Funded by The National Lottery, throughout 2016 over 500 events organised by 21 partners were attended by hundreds of thousands of people across the country – helping the public gain a greater understanding of the impact and work of Brown. Events included major exhibitions, talks, workshops and performances as well as research, publications and the creation of new landscapes and activities.
Following on from the success of the Festival, the increased profile and interest in Capability Brown has led to the creation of a rich seam of new information on over 100 sites that he is associated with, many of which had no detail about his involvement there easily or publicly available previously.
These 100 sites range from the world-renowned Buckingham Palace and Chatsworth, to lesser known sites such as his birth place of Kirkharle in Northumberland, Burton Constable in East Yorkshire and the increasingly well known Croome (managed by the National Trust), one of the leading examples of his work. This new information paints a richer picture of not just Brown and his clients, but also gives us an insight into the social context of the time.
Maps, drawings and access to Brown’s own account book provide a glimpse into the complex social world Brown operated in, all the way down to the surveyors and labourers that brought the plans to life. In many instances the descriptions highlight key elements of Brown’s design, specific views and details of subsequent changes or additions, so visitors today can view the landscape in its historical context.
Director of the Capability Brown Festival, Ceryl Evans said: “After the success of the Festival it is fantastic to be able to put in place such a large amount of new and accessible information about Capability Brown. Much of this new information wouldn’t have been possible without the hard work and research of many of the members of The Gardens Trust, County Garden Trusts and NADFAS who have unearthed exciting information about many of the sites.
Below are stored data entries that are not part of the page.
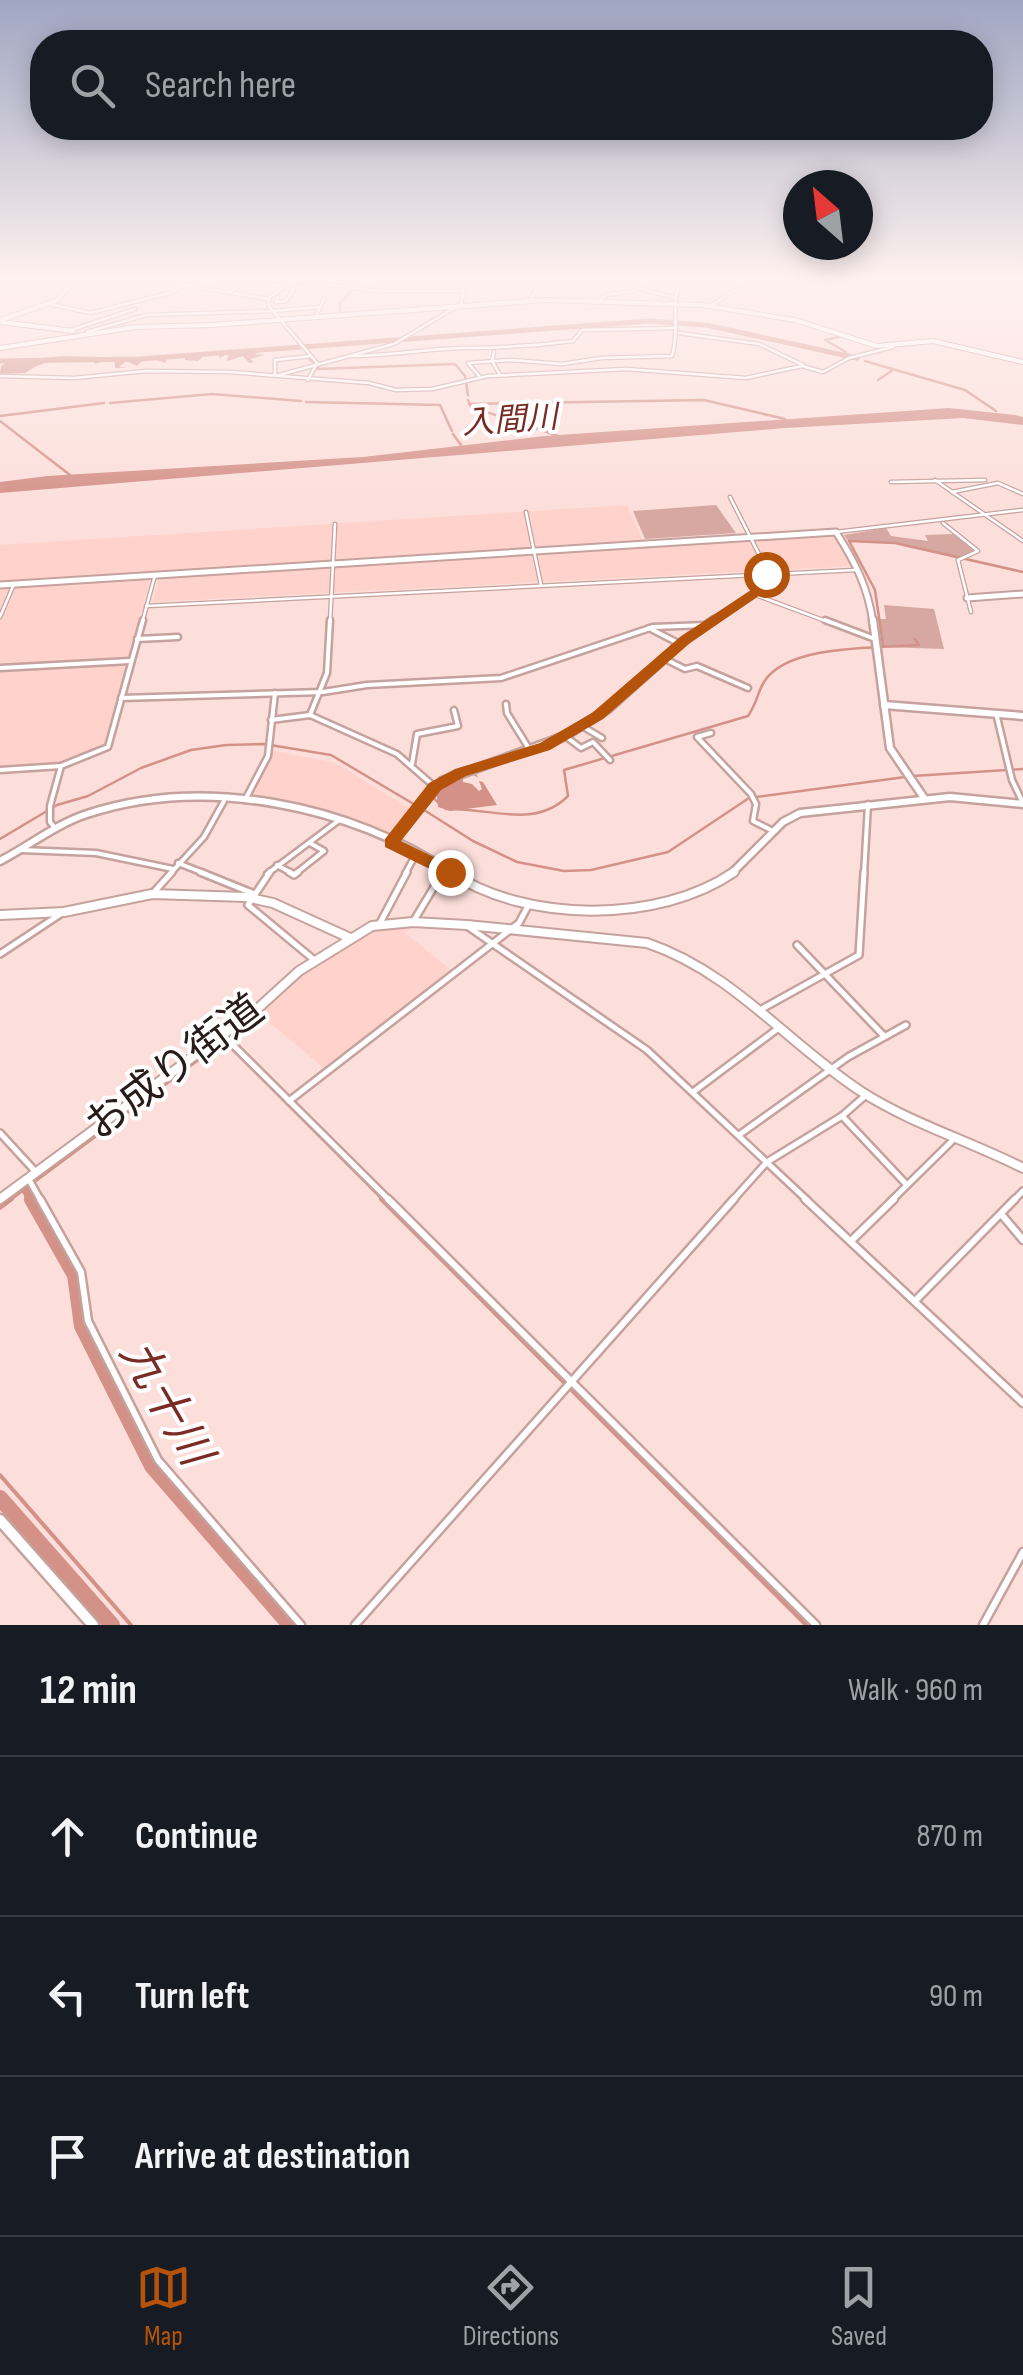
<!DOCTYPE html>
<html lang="en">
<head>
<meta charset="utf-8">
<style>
  body { margin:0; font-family:"Sofia Sans Condensed","Noto Sans JP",sans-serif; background:#242831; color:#f1f3f6 }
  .compass { position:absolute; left:783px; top:170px; width:90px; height:90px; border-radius:50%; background:#171b24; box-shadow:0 5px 25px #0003; rotate:332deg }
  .stop { position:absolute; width:30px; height:30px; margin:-22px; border:8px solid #b45309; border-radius:50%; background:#fff }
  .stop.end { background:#b45309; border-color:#fff; box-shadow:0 2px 10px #0008 }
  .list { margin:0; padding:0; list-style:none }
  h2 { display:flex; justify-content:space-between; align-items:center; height:130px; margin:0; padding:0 40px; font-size:42px }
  h2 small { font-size:32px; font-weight:400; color:#9ea1a6 }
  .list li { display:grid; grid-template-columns:65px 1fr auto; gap:30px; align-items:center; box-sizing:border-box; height:160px; padding:0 40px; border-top:2px solid #363941 }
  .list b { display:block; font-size:38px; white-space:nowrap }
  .list em { font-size:32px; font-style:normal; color:#9ea1a6 }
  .icon { flex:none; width:55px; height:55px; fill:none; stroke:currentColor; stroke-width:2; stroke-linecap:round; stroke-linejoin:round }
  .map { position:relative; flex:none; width:1023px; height:1625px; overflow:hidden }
  .search { position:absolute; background:#171b24; box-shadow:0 5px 25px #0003; left:30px; right:30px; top:30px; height:110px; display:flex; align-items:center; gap:25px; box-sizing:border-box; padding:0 35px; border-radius:40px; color:#9ea1a6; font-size:38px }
  .sheet { height:610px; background:#171b24 }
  nav { display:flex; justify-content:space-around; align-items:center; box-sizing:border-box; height:140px; border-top:2px solid #363941; background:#171b24; font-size:28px; color:#9ea1a6 }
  nav a { display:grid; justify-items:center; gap:5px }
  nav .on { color:#b45309 }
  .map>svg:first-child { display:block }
</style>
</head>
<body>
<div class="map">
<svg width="1023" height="1625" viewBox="0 0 1023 1625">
  <rect width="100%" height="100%" fill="#fcdfdb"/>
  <g fill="#ffd2cc">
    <path d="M627,505L643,541L0,582V545Z"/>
    <path d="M828,535L834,536L853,566L153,602L158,580L163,578Z"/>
    <path d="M150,580L105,748L63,764L0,768V588Z"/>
    <path d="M271,750L336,763L410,809L386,838L309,807L253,798Z"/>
    <path d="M380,926H415L405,933L453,972L325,1069L258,1013L316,962Z"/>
  </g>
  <g fill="#d6a8a1">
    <path d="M716,505L736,533L645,539L633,511Z"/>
    <path d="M886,528L891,536L928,541L925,535L953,534L975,551L960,558L904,544L848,541L844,535Z"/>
    <path d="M884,605L934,609L944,649L883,647L879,619H886Z"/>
  </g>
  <g fill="#d39188">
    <path d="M237,350L262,351L255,354L265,355L250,359L254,362L249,363L243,356L227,361L229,353L219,358V354H206L198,361L185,360L184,355L168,357L165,363C156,359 143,357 137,366L126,361L119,367L128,368H115L114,358L95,364L93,360C67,359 41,360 25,373L0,374L1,366L9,361L64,356L138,358Z"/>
    <path d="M474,769L478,778L474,775L463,778V782L472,784L479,791L482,789L479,781L483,782L497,805L450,811L438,807L436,789Z"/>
  </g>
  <path fill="#d49188" d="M949,408L1015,415L1023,417V425L963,418L785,428L0,493V482L47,476L363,457L545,436Z"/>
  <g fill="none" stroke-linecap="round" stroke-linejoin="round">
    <g stroke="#d49188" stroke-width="2.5">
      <path d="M230,280L313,284"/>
      <path d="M0,282L10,280"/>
      <path d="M326,283L343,285"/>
      <path d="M340,311V303L355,287"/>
      <path d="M319,315L501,302"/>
      <path d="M26,327L68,332"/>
      <path d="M843,336L825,340L846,352"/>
      <path d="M306,349L310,360L319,365L317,369L455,364L465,376L468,395"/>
      <path d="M865,361L965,390L996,411"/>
      <path d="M878,380L893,370"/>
      <path d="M468,400L471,407L526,425"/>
      <path d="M306,402L440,405L452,431"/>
      <path d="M110,403L212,394L301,401"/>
      <path d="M469,404L704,400L785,419"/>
      <path d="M0,416L104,403"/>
      <path d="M0,421L70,475"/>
      <path d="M536,428L558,436"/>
      <path d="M453,434L461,445"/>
      <path d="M883,645L875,590L849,541L895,543L1023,572"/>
      <path d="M913,776L1023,769"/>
      <path d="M432,797L446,809C489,807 534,830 568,796L564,770L748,716C757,703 758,691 764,682C787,644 879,648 919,645L915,639"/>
      <path d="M424,810L473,841L517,862L564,871L591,870L668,852L749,798L905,777"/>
      <path d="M0,839L57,805L88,796L141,768L191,750L226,745L264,744L331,755L417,806"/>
      <path d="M9,1201L224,1041L384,1201"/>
    </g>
    <g stroke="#d49188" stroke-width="4">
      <path d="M381,1199L806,1625"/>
      <path d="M0,1208L12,1199"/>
      <path d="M0,1475L131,1625"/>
    </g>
    <path stroke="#d49188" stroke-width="5" d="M0,361L140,359L650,321L706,325L857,358"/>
    <path stroke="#d49188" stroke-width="12" d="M27,1189L34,1201"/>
    <g stroke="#d49188" stroke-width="16">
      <path d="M32,1199L75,1275L82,1326L152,1466L290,1625"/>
      <path d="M0,1498L112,1625"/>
    </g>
    <defs>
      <g id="street-far3">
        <path d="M292,280L380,291H462"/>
        <path d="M293,280L270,297L268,305L317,363L308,380"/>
        <path d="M72,281L172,283L268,299"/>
        <path d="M638,288L676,298"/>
        <path d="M228,292L252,280"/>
        <path d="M278,296L276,302L286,301L294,289L287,288"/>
        <path d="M531,300L538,286L549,283"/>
        <path d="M600,301L605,295L635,291L639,284"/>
        <path d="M49,304L91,313L169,293L197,280"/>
        <path d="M710,306L739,288"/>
        <path d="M272,311L319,307"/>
        <path d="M317,314L324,299"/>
        <path d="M68,331L135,309"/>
        <path d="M87,332L146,315L272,311"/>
        <path d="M679,333L759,344L803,365"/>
        <path d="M494,352L492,361L500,375"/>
        <path d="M350,356C388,356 424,349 462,348C500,348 535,346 573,341L582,330L676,328"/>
        <path d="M275,375V360L311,356"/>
        <path d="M279,375L394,344L461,304L464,287L457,283"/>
        <path d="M0,376L74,378L146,371L230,372L369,383L396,390L432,389L488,376L626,369L746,378L802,366L823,372L849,358L893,347"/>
        <path d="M480,377L468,363L511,360L562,364L602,358L672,356C680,330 671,309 679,284"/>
        <path d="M935,480L1023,541"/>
        <path d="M891,482L985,480"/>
        <path d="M952,492L998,483L1023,494"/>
        <path d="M730,497L769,574"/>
        <path d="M526,512L541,585"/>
        <path d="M943,523L978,551L958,560L971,612"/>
        <path d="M836,532L1023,510"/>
        <path d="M753,594L831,623"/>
        <path d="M146,606L855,570"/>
        <path d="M0,617L14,584"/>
        <path d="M142,623L155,575"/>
        <path d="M330,623L335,524"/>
      </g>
      <g id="street-far2">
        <path d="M825,620L875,639"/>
        <path d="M649,628L680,644"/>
        <path d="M137,639L178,637"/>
        <path d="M663,658L685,669L697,666L748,688"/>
        <path d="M0,668L130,661"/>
        <path d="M121,698L323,692L367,685L501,678L653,627L706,625"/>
        <path d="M506,704L507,713L528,747"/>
        <path d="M310,715L327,673L330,620"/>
        <path d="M997,717L1012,780L1023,803"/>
        <path d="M271,720L310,715L397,754L435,787"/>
        <path d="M582,726L602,738"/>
        <path d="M711,733L697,737L751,794L756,804L753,821L773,831"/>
        <path d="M565,736L581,748L593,742L610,760"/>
        <path d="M412,764L417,734L458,726L454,710"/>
        <path d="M0,770L61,766L108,747L143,620"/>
        <path d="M245,800L268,756L275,693"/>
        <path d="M56,829L50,822V806L61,766"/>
        <path d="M21,850L96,853L173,869"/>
        <path d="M178,863L206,874"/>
        <path d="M277,865L293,874"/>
        <path d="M170,874L204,837L224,801"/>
        <path d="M267,874L338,821"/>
        <path d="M295,874L324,851L310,843"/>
        <path d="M405,874L416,854"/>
        <path d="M441,874L444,870"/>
        <path d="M864,874L868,804"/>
      </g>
      <g id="street-far1">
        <path d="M200,872L252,893"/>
        <path d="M270,872L248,905L313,959"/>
        <path d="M289,872L294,875L298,872"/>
        <path d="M155,891L172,872"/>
        <path d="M413,922L443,872"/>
        <path d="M380,923L407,872"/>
        <path d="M467,926L647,1050L808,1201"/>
        <path d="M797,945L884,1036"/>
        <path d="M0,954L59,915"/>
        <path d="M760,1010L859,955L864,872"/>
        <path d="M223,1035L390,1201"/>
        <path d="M693,1092L780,1027"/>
        <path d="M289,1101L519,923L528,906"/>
        <path d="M842,1116L907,1185"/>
        <path d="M0,1133L34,1170"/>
        <path d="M739,1135L848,1057L906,1025"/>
        <path d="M28,1178L41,1201"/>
        <path d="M732,1201L767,1162L842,1116L866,1095"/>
        <path d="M891,1201L955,1138"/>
        <path d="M1013,1201L1023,1191"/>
      </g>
      <g id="street">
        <path d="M40,1199L81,1272L88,1321L158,1460L301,1625"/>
        <path d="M388,1199L816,1625"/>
        <path d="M805,1199L1023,1403"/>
        <path d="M1002,1215L1023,1240"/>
        <path d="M852,1240L894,1199"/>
        <path d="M915,1301L1015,1199"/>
        <path d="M355,1625L734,1199"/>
        <path d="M983,1625L1023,1552"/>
      </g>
      <g id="secondary-far4">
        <path d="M1,320L58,300L74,280"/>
        <path d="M0,322L73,331"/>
        <path d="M0,348L136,327L212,325L545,300L702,305L795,320L877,346L933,341L1023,362"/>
      </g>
      <g id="secondary-far3">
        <path d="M0,585L836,532C855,562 868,587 873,623"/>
        <path d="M967,598L1023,594"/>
        <path d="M711,623L769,584V574"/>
      </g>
      <g id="secondary-far2">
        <path d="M873,620L890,748L924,798"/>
        <path d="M884,705L1023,716"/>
        <path d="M391,843L442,781L565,736L608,709L685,640L714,620"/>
        <path d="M0,861C29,846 56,824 87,814C205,775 352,805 453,874"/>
        <path d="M731,874L783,822L800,813L950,797L1023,804"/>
      </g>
      <g id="secondary-far1">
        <path d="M450,872C525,923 659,924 734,872"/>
        <path d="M0,915L64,912L152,894L246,897L273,903L350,938"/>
        <path d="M0,1199L255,1011L299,971L372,926L413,922L467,925L647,943C733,972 788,1044 862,1092C912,1124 970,1141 1023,1168"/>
      </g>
      <path id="secondary" d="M0,1520L93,1625"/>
    </defs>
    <use href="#street-far3" stroke="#c5a29d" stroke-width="5"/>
    <use href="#street-far2" stroke="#c5a29d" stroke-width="9"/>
    <use href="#street-far1" stroke="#c5a29d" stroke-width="10"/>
    <use href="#street" stroke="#c5a29d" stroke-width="11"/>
    <use href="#secondary-far4" stroke="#c5a29d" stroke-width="6"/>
    <use href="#secondary-far3" stroke="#c5a29d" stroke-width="9"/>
    <use href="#secondary-far2" stroke="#c5a29d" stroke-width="11"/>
    <use href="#secondary-far1" stroke="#c5a29d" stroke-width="12"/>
    <use href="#secondary" stroke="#c5a29d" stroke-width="15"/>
    <use href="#street-far3" stroke="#fff" stroke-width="2.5"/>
    <use href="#street-far2" stroke="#fff" stroke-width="4"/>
    <use href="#street-far1" stroke="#fff" stroke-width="5"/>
    <use href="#street" stroke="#fff" stroke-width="6"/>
    <use href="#secondary-far4" stroke="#fff" stroke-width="4"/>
    <use href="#secondary-far3" stroke="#fff" stroke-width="5"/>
    <use href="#secondary-far2" stroke="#fff" stroke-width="6"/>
    <use href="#secondary-far1" stroke="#fff" stroke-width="8"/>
    <use href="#secondary" stroke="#fff" stroke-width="10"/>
  </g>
  <linearGradient id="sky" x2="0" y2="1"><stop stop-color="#a0a6c2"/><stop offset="0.55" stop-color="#fef1ef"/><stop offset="1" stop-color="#fef1ef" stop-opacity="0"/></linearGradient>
  <rect width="1023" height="507" fill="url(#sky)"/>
  <path fill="#b45309" d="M761,571L774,575L773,586L690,643L603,719L550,750L466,776L441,790L401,841L456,868V876H444L385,847V839L429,783L455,769L540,743L592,713L680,637L763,582Z"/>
  <g text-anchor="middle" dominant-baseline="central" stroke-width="8" stroke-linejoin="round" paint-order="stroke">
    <g font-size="32" font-style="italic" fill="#7a2b25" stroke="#fff">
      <text transform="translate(510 421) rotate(-4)">入間川</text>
    </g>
    <g font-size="42" fill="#281c1a" stroke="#fff">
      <text transform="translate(175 1068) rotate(-37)">お成り街道</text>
    </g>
    <g font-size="45" font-style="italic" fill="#7a2b25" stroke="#fff">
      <text transform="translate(165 1403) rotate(60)">九十川</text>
    </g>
  </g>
</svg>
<svg class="compass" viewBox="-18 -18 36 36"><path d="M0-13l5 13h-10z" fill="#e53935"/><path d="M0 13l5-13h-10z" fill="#9ea1a6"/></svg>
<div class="stop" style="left:766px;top:574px"></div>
<div class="stop end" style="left:450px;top:872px"></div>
<div class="search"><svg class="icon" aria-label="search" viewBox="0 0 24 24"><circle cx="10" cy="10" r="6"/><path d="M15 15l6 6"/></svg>Search here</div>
</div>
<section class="sheet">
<h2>12 min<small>Walk · 960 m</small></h2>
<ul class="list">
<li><svg class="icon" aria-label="ahead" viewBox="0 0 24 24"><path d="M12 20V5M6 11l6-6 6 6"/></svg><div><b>Continue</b></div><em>870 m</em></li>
<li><svg class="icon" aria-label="left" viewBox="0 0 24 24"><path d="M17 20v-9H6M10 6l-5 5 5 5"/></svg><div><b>Turn left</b></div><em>90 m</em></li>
<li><svg class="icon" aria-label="arrive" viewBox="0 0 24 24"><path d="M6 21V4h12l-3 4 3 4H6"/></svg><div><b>Arrive at destination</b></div></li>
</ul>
</section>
<nav>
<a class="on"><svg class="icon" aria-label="map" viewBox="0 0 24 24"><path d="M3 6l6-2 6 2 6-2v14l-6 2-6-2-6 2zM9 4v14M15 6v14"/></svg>Map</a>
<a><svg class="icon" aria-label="directions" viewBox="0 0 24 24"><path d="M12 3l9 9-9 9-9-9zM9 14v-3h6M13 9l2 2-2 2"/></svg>Directions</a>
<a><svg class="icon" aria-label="saved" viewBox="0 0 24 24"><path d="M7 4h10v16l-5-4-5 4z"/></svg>Saved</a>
</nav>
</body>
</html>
The increased footfall across many Brown sites as part of the Festival has provided the impetus for a step-change in how historic sites present their landscapes to visitors, demonstrating the possibilities for a greater emphasis on the land surrounding some of our greatest houses, not just a focus on the house itself. Guided walks, orientation points, events set within the landscape and generally more information about how to ‘read’ and understand what Brown created, have all contributed to the public’s greater enjoyment of what he achieved. We hope this new information will continue to feed that growing interest in Capability Brown and other historic landscapes for many years to come.”